La strada sale, come nei nostri passi di montagna, ma qui non ci sono alberi, costruzioni o altro, solo molte rocce, sabbia e distanze per noi abissali. L’aria è pulitissima, la visibilità si estende per molti km ed il paesaggio privo di costruzioni e di picchi rilevanti permette allo sguardo di rivolgersi molto lontano. Guidare cosi è proprio un piacere, la strada, sembra sempre poca, dovrebbe estendersi per maggiori distanze per permettere di godere a pieno di questi luoghi.
Incontro per strada il compagno di viaggio Gigi, sul suo Ktm 1290 ed insieme ci dirigiamo verso le Oasi di Mides, a poche centinaia di metri dal confine Algerino. Il paesaggio è caratterizzato da gole e canyon, al cui loro interno spiccano delle oasi verdeggianti composte da centinaia di palme e diverse costruzioni in legno. I colori sono quelli della terra in tutte le sue sfumature, e poi c’è la bellezza dell’azzurro terso del cielo.
Mides sembra sospesa sul canyon scavato nei millenni dai torrenti fluviali: tre chilometri intarsiati di roccia curva e sfumata, che formavano la difesa naturale del borgo originario.
Quelli che ho davanti ai miei occhi, infatti, sono i resti sopravvissuti alle improvvise inondazioni che nel 1969 hanno distrutto le case di fango secco del villaggio.
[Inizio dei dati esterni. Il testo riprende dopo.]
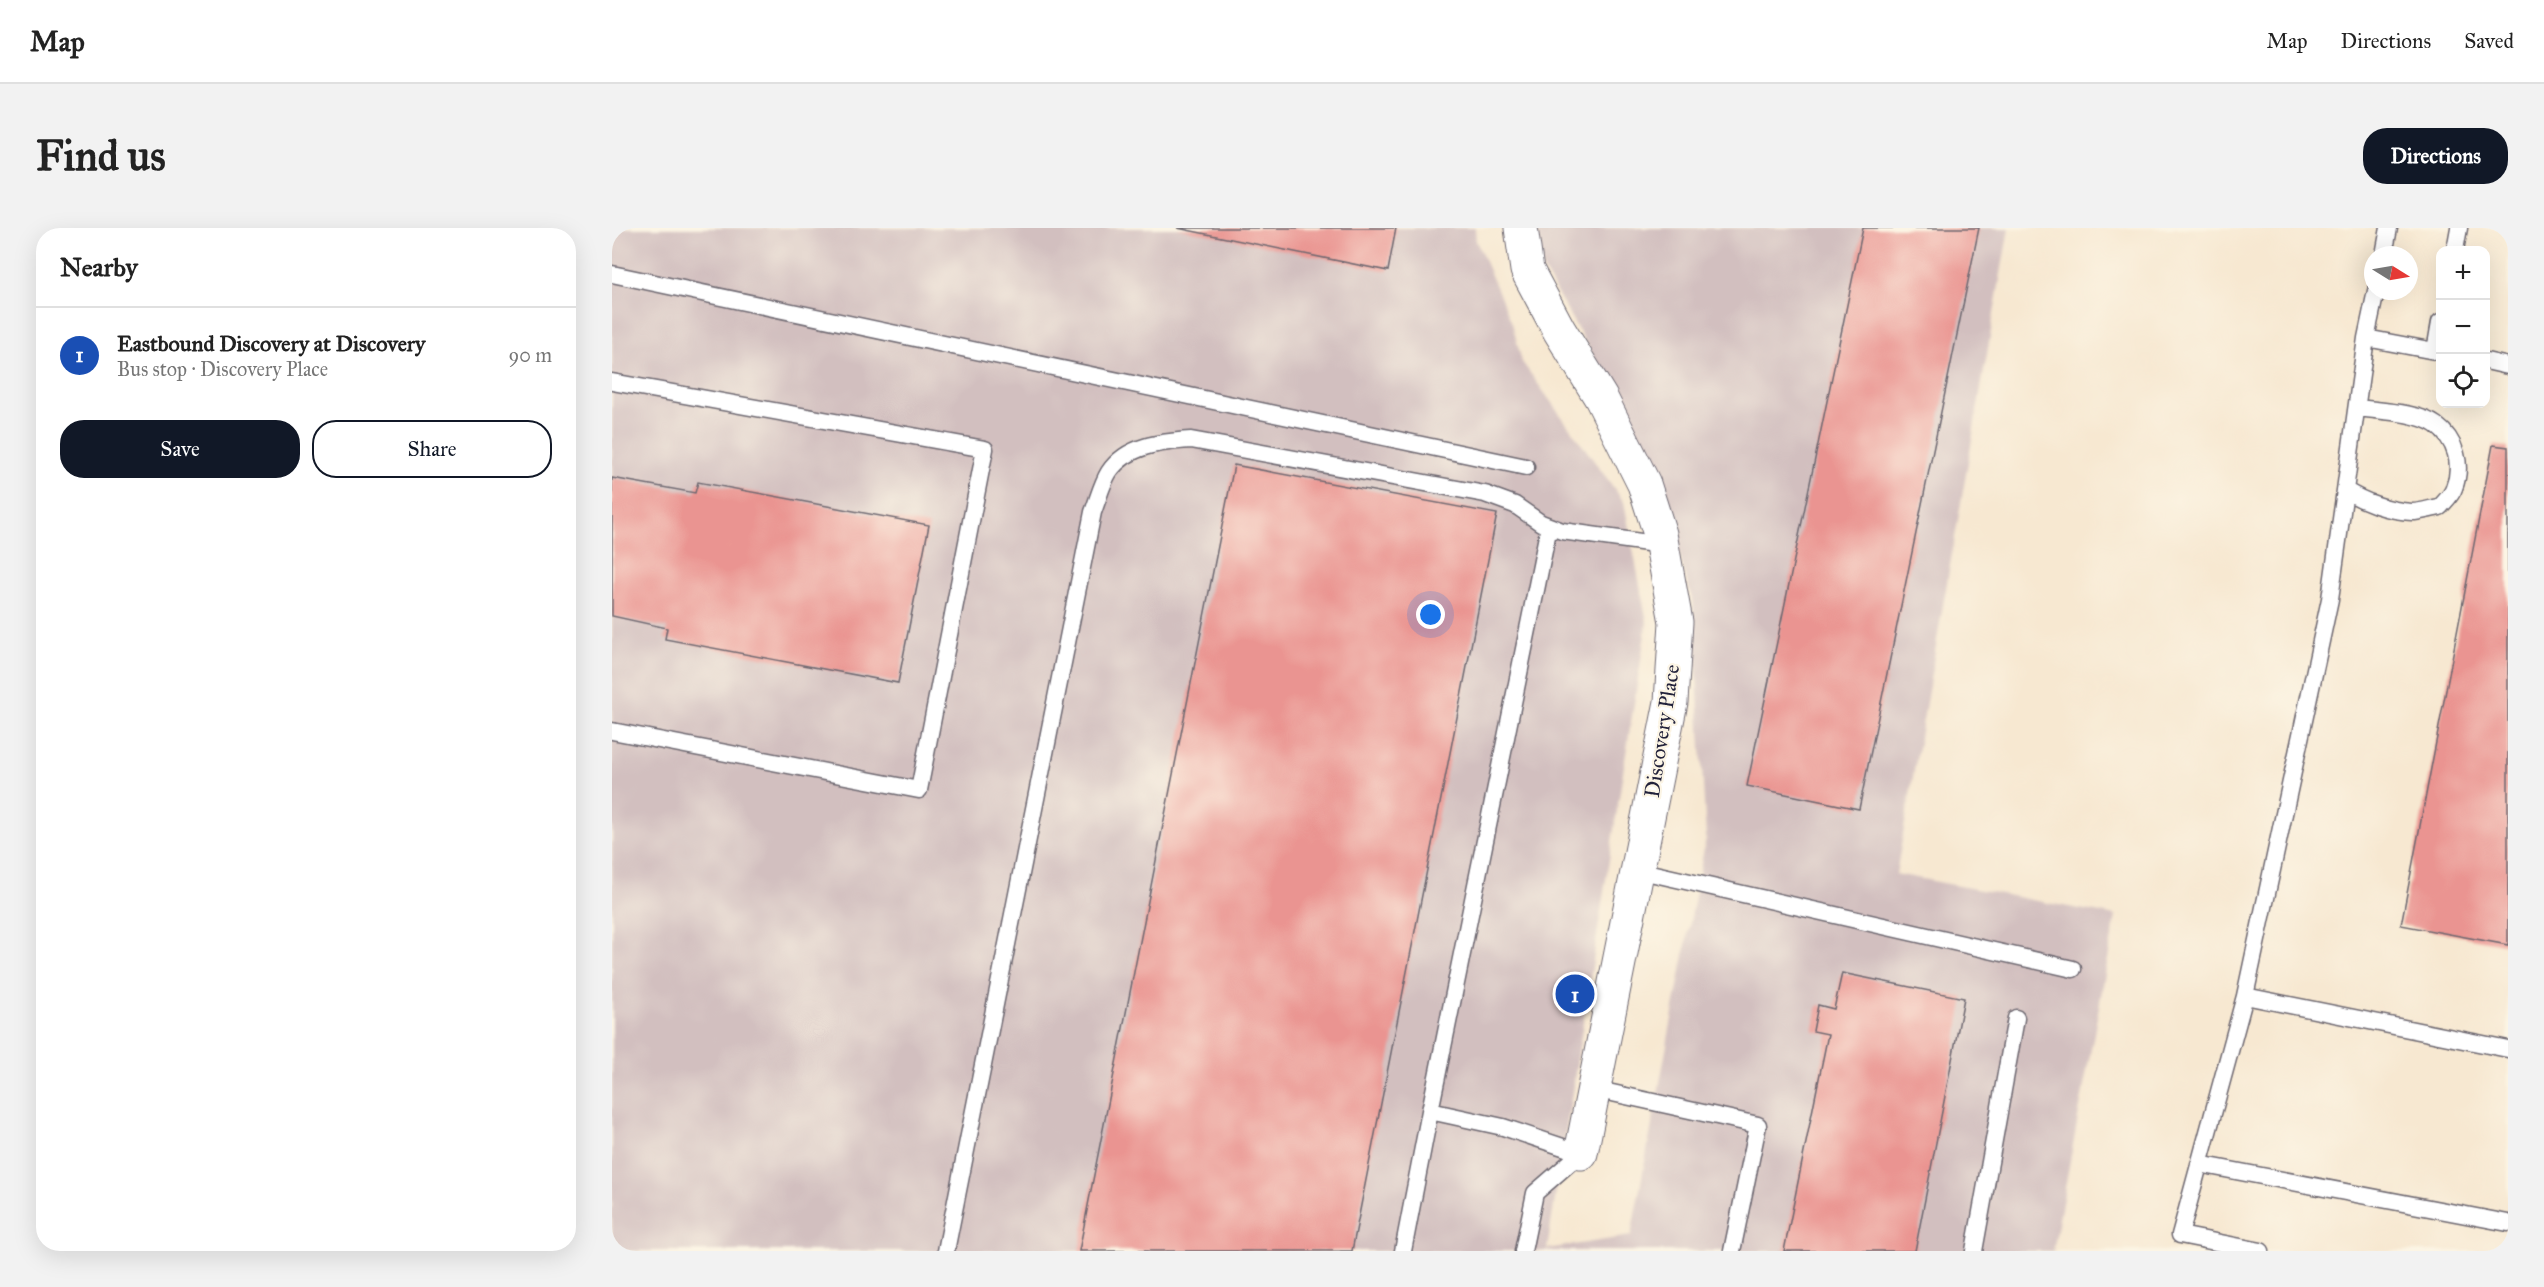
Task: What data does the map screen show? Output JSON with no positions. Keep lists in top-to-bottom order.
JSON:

Sopra il burrone è stato costruito un nuovo insediamento: poco più di un paio di case bianche, sparse in mezzo alla collina sterile.
Lasciamo le moto sotto la custodia del nostro furgone di 77 Roads e ci addentriamo in una delle gole, dove la temperatura è decisamente fresca rispetto alle zone pianeggianti.
Il fondo della gola secca è sabbioso, e le pareti di roccia irregolare, hanno molti strati di pietra simili al marmo. A una estremità, una piccola sorgente d’acqua regala piccoli palmeti con un gran numero di specie vegetali.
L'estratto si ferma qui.